The survey is designed to gauge community organizations’ financial health and measure their commitment to transparency. This year, qnotes reviewed 18 non-profit organizations based in the Carolinas and doing the bulk of their work in the region.
The data collected this year represents a full six years’ worth of financial filings for some organizations after the newspaper was able to review two years of data in 2013. The information is drawn from organizations’ Forms 990, the end-of-year tax returns non-profit organizations are required to file with the Internal Revenue Service.
The survey, inspired by similar initiatives by other media and non-profit organizations, had three specific goals this year. As with past surveys, this year’s review sought to document the general expenses and revenue of non-profit organizations, as well as their general occupancy and salary expenses. For the first time, the survey also included a year-over-year review of five organizations which have been included in the newspaper’s annual review since it began in 2010. Finally, the survey also undertook an effort to review major donor giving patterns among organizations based in or with a significant local presence in the Charlotte area; see our accompanying story on page 11 for more.
Each year’s survey is also an opportunity to test non-profit organizations’ commitments to transparency and compliance with IRS regulations requiring their annual Forms 990 filings.

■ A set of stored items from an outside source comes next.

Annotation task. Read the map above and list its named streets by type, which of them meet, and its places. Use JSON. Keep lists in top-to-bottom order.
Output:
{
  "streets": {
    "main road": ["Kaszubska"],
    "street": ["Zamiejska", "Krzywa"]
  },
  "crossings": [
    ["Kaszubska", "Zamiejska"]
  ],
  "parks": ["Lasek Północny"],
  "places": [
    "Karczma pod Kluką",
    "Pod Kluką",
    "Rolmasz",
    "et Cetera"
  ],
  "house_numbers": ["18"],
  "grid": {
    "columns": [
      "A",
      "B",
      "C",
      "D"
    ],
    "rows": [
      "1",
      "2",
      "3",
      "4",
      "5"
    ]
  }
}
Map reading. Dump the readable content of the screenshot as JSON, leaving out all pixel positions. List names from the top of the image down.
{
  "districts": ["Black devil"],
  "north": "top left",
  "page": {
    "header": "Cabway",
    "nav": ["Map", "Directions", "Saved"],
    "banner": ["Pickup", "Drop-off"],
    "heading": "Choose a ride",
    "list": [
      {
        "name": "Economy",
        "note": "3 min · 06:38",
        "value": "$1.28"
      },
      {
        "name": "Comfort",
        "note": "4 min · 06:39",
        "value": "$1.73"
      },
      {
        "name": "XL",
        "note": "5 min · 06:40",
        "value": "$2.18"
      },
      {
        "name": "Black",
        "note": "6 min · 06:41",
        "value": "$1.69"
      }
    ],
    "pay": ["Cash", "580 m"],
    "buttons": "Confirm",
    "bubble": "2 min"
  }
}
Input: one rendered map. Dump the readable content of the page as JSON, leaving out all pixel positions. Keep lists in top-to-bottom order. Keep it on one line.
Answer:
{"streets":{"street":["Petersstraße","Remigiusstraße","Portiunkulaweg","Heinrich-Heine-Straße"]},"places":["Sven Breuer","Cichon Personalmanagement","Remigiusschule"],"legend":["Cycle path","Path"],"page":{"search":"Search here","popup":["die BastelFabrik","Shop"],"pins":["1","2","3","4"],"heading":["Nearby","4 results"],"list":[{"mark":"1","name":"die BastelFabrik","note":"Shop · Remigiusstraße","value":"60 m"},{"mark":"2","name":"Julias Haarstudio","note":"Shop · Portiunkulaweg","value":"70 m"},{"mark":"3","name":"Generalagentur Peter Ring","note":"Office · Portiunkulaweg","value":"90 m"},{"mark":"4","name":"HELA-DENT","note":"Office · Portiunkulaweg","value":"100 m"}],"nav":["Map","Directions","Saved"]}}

Most organizations have excelled in keeping their annual filings updated and most already publish their annual Forms 990. Those who don’t publish their 990s receive written requests from the newspaper for disclosure.
All but four of the organizations reviewed this year had publicly available Forms 990 or disclosed them to the newspaper when requested. One of the four, South Carolina Equality, received written disclosure requests from qnotes on Sept. 22 and Sept. 29. The organization does not have what should be its latest Form 990 available on its website, Guidestar.org or a database of Form 990 filings at the Foundation Center. It did not reply to or acknowledge qnotes’ Form 990 request.
Two organizations have not yet filed their Forms 990. The Gay Men’s Chorus of Charlotte said it has requested an extension. Charlotte Black Gay Pride is in the process of having their tax-exempt status reinstated after it was automatically revoked by the IRS in May 2012. The IRS automatically revokes the tax-exempt status of 501(c)(3) non-profits after they fail to file the appropriate Form 990 for three years in a row.
A fourth organization, Hearts Beat as One Foundation, has not yet been required to file a Form 990. Founded in April 2014, it’s first filing will be made next year. Hearts Beat as One was given the opportunity to voluntarily disclose their 2014 financial information and did so. Last year, qnotes made the same opportunity available to Charlotte Pride and Different Roads Home, both of which filed their first Forms 990 this year, which are included in this year’s survey.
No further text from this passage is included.